● Task instructions
For the records below, count the lines containing the word "path" and reply with the number alone.

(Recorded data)
-----

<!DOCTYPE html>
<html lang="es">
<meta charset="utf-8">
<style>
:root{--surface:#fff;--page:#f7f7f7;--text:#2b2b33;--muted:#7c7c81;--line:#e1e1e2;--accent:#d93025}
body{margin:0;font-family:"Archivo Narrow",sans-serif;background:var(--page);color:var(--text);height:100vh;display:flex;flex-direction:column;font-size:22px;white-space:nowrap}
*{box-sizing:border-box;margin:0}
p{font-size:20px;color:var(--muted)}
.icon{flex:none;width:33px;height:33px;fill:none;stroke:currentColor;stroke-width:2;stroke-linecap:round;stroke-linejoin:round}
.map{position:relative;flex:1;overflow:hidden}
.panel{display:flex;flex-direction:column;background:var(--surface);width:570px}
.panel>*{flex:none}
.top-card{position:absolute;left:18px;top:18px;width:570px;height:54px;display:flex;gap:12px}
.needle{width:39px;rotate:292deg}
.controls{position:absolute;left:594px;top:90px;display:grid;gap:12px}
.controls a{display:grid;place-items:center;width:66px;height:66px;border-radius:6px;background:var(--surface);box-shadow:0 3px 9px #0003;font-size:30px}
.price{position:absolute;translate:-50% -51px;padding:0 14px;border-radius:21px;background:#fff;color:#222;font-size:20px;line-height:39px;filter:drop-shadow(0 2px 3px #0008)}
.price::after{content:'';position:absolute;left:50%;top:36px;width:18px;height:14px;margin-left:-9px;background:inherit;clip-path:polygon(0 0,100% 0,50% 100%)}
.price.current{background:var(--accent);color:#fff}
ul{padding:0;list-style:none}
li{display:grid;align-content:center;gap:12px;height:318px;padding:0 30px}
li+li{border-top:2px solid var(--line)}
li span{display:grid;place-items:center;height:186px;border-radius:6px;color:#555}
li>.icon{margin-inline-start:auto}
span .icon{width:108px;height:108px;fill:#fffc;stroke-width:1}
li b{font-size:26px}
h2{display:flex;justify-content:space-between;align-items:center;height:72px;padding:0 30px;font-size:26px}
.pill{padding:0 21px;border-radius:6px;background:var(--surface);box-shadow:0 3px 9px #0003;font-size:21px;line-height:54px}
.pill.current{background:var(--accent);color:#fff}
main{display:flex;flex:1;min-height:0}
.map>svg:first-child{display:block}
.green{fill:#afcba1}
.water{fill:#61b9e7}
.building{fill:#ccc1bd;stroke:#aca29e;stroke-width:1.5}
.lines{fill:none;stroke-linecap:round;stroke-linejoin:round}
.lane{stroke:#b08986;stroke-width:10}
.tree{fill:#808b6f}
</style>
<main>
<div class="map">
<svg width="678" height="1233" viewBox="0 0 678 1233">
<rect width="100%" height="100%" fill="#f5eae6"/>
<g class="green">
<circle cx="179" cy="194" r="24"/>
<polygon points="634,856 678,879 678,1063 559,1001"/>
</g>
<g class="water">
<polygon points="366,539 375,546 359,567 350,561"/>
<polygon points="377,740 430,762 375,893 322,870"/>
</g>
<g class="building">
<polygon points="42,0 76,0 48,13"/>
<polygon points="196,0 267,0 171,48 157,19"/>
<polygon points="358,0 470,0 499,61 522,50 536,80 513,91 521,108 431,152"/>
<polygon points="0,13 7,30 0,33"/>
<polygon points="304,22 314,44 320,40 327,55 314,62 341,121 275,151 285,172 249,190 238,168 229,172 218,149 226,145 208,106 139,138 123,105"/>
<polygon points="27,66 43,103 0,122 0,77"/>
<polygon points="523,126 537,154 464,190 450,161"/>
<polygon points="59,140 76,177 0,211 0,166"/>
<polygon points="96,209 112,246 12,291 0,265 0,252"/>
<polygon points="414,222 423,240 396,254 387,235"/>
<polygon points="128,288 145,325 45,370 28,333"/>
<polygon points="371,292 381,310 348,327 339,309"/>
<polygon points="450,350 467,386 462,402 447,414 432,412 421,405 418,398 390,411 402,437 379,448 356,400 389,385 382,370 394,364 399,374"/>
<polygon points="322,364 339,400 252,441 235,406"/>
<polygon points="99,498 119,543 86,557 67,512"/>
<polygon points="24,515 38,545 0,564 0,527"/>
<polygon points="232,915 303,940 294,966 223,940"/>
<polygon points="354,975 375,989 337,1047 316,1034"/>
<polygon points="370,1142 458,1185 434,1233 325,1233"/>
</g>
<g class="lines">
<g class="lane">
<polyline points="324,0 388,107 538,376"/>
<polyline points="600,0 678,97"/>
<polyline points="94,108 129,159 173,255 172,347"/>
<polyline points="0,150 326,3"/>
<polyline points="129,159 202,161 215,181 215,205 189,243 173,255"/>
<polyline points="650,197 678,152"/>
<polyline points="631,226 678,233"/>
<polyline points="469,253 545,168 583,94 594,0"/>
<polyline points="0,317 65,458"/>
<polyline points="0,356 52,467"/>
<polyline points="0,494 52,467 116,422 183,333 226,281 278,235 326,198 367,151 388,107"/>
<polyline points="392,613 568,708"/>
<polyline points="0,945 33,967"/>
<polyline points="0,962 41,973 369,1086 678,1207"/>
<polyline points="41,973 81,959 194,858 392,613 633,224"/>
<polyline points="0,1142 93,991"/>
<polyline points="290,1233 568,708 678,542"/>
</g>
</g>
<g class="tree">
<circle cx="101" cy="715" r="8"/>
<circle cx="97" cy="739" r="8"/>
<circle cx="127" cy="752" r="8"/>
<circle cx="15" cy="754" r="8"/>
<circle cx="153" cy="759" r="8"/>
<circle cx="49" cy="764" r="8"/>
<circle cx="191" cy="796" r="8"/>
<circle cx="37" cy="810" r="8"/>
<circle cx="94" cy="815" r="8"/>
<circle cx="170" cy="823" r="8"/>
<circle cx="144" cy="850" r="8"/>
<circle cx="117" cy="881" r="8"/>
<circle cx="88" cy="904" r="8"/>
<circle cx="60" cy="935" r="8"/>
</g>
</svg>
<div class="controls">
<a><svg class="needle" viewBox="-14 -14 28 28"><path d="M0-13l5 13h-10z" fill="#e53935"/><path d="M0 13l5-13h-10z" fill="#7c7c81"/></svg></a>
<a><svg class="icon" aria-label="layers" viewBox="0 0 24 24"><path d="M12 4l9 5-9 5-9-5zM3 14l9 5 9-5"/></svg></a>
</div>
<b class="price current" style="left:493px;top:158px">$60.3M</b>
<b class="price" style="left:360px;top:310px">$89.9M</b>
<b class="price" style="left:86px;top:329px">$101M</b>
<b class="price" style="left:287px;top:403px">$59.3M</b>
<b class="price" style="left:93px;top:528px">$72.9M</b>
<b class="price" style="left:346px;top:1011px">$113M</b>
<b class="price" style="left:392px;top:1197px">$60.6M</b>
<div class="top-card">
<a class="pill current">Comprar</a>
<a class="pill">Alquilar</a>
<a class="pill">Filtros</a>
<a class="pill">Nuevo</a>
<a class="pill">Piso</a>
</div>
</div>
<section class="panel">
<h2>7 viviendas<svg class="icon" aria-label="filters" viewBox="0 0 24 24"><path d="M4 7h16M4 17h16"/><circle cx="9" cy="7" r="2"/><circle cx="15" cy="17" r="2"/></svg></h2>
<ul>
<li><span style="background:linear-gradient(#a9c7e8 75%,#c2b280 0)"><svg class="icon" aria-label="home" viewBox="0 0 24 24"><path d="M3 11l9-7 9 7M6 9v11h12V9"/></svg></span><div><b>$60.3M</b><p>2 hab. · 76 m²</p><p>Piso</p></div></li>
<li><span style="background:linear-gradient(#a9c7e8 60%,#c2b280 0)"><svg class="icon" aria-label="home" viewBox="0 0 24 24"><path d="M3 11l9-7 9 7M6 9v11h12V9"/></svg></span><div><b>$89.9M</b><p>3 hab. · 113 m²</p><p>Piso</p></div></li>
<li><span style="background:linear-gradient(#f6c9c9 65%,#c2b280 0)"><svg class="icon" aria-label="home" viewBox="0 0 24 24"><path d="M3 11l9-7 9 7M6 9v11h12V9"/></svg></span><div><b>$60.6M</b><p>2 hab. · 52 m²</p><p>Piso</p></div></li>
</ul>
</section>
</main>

-----

● Response area
7